> [WHAT TO WORK ON]:
What lines in the listing include "overflow"? Return a copy of each.

> [GIVEN INFORMATION]:
=== Begin Enclosure ===
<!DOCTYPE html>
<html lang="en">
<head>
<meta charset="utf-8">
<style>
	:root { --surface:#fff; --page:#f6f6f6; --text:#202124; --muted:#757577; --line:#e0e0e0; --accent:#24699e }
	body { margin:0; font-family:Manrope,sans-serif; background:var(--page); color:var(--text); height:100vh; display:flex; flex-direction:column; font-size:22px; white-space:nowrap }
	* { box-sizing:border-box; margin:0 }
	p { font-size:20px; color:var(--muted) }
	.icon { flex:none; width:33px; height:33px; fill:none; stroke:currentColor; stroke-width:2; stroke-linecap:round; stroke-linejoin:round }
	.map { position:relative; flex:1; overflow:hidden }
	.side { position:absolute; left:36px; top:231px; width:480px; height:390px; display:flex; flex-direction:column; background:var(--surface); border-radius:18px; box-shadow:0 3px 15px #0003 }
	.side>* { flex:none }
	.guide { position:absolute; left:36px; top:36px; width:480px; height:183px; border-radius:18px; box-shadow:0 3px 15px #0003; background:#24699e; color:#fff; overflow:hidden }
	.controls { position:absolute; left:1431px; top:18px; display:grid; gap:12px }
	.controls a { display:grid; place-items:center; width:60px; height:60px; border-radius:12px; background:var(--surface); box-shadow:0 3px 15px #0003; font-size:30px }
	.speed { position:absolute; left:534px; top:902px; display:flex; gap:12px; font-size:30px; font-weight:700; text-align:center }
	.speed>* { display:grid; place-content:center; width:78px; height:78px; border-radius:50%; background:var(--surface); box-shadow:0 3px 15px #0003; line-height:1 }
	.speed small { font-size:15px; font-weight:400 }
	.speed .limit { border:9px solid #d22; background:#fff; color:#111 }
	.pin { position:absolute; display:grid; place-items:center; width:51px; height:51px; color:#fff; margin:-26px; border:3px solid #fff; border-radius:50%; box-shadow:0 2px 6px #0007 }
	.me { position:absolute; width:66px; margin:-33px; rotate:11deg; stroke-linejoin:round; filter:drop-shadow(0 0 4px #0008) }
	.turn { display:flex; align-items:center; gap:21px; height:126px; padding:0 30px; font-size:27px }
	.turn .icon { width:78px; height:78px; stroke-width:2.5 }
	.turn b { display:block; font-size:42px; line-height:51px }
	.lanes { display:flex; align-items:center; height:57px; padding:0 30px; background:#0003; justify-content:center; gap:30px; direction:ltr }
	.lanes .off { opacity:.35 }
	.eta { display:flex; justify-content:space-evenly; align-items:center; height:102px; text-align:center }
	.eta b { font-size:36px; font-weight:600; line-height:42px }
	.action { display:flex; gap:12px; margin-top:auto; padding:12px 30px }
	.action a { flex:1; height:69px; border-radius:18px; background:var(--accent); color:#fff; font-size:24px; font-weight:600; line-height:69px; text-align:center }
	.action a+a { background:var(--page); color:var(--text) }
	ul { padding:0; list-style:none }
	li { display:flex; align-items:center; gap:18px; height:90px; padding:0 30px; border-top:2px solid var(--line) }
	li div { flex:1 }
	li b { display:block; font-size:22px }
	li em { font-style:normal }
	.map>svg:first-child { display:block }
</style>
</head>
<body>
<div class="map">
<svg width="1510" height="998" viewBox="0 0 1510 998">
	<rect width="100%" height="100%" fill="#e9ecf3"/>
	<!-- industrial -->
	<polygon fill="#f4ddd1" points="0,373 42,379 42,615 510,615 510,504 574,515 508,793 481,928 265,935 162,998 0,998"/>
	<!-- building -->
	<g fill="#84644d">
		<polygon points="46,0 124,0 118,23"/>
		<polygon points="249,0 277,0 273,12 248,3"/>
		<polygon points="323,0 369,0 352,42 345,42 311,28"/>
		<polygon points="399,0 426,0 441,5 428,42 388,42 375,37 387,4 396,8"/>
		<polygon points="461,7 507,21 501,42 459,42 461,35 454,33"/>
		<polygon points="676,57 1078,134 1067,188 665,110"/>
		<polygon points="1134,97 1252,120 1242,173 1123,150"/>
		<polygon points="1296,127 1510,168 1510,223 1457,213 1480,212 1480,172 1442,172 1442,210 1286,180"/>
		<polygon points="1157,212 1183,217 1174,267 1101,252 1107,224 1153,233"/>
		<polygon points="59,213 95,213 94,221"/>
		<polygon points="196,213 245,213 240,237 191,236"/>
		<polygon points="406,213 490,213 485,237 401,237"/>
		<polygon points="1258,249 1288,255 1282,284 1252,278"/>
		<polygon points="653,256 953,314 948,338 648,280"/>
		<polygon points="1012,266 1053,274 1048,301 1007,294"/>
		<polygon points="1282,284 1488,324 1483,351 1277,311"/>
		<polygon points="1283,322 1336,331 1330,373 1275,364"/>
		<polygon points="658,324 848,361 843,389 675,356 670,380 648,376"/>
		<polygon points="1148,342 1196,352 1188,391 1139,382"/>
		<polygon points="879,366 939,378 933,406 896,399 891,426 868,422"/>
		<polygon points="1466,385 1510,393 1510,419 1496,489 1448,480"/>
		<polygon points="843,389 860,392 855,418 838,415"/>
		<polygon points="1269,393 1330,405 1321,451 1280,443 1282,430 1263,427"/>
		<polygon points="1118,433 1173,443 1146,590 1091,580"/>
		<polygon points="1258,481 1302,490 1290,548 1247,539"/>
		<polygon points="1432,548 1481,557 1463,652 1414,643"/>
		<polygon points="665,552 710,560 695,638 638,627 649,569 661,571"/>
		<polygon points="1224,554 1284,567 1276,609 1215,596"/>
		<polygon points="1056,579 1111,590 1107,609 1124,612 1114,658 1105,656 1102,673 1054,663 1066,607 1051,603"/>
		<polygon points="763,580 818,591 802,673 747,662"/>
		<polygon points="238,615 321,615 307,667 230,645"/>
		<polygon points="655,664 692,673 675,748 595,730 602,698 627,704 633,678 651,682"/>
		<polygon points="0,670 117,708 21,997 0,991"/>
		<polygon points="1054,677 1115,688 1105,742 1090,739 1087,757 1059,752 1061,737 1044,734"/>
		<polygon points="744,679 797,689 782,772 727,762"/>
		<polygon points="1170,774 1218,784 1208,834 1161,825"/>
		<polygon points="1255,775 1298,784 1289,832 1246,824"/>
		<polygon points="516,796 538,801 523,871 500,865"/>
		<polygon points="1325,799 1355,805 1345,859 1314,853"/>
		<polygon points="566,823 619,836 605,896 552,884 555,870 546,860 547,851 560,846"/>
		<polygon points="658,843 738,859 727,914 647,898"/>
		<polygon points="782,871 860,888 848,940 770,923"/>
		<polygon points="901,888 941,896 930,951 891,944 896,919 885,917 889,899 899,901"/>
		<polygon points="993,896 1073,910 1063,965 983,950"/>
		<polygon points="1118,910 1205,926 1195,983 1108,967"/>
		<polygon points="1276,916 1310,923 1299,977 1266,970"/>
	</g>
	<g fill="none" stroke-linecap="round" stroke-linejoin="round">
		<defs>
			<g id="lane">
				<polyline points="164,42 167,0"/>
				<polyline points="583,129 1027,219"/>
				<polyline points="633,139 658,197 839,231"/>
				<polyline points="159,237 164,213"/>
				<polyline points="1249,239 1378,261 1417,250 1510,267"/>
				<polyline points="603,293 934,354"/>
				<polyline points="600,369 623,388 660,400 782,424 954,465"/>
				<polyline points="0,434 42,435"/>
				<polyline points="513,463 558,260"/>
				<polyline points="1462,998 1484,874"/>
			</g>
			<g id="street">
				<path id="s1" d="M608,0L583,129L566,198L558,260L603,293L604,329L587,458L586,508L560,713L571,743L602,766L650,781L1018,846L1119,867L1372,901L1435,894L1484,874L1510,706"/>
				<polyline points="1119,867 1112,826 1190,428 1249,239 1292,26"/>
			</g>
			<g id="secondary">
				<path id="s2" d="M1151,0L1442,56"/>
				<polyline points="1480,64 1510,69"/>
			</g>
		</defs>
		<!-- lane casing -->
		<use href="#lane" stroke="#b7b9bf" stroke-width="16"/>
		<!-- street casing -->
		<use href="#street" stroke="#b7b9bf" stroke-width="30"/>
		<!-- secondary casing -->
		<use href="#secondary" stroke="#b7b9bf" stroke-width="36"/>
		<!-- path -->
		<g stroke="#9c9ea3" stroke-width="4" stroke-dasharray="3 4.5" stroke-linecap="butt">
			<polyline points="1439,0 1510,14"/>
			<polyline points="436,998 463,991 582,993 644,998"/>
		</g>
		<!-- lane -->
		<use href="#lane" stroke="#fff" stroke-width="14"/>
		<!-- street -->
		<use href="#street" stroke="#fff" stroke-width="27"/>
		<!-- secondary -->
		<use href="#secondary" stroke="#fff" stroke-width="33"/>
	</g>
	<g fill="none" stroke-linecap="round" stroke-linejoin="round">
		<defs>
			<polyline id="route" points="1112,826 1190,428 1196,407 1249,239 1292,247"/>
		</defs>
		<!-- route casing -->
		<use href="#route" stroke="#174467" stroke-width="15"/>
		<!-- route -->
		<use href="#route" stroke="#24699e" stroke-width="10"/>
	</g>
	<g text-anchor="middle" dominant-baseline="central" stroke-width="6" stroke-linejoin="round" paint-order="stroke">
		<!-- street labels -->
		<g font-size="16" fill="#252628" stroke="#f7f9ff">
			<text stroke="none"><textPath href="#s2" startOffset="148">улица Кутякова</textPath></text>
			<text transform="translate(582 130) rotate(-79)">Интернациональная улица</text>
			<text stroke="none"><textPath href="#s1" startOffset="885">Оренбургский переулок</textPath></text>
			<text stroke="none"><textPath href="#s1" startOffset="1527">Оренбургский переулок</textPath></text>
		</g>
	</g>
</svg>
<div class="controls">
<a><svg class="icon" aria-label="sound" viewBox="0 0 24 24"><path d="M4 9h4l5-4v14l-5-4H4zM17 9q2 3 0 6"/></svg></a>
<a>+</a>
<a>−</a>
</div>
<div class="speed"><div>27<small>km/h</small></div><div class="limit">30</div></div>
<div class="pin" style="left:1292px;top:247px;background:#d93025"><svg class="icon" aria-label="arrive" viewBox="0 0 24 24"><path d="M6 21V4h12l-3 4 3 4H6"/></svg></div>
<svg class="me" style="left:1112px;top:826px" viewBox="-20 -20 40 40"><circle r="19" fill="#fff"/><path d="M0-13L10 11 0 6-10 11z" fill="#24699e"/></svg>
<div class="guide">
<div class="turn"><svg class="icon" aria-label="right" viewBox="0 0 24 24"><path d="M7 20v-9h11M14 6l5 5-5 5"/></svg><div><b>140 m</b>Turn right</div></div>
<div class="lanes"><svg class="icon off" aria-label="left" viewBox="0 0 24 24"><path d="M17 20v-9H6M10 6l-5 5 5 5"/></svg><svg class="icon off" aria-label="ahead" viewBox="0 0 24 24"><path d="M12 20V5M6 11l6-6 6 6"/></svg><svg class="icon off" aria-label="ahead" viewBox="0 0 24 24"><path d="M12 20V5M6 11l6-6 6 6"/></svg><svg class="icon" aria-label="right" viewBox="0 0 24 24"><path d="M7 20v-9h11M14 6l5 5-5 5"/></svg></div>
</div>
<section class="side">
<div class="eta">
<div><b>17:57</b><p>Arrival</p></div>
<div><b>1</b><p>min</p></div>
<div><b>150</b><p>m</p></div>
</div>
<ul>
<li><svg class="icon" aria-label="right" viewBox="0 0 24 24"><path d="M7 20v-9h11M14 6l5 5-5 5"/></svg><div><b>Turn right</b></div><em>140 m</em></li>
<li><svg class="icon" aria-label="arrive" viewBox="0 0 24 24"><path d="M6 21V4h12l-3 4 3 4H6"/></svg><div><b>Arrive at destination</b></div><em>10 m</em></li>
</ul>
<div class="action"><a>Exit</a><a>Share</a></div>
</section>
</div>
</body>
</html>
=== End Enclosure ===
> [ANSWER SPACE]:
	.map { position:relative; flex:1; overflow:hidden }
	.guide { position:absolute; left:36px; top:36px; width:480px; height:183px; border-radius:18px; box-shadow:0 3px 15px #0003; background:#24699e; color:#fff; overflow:hidden }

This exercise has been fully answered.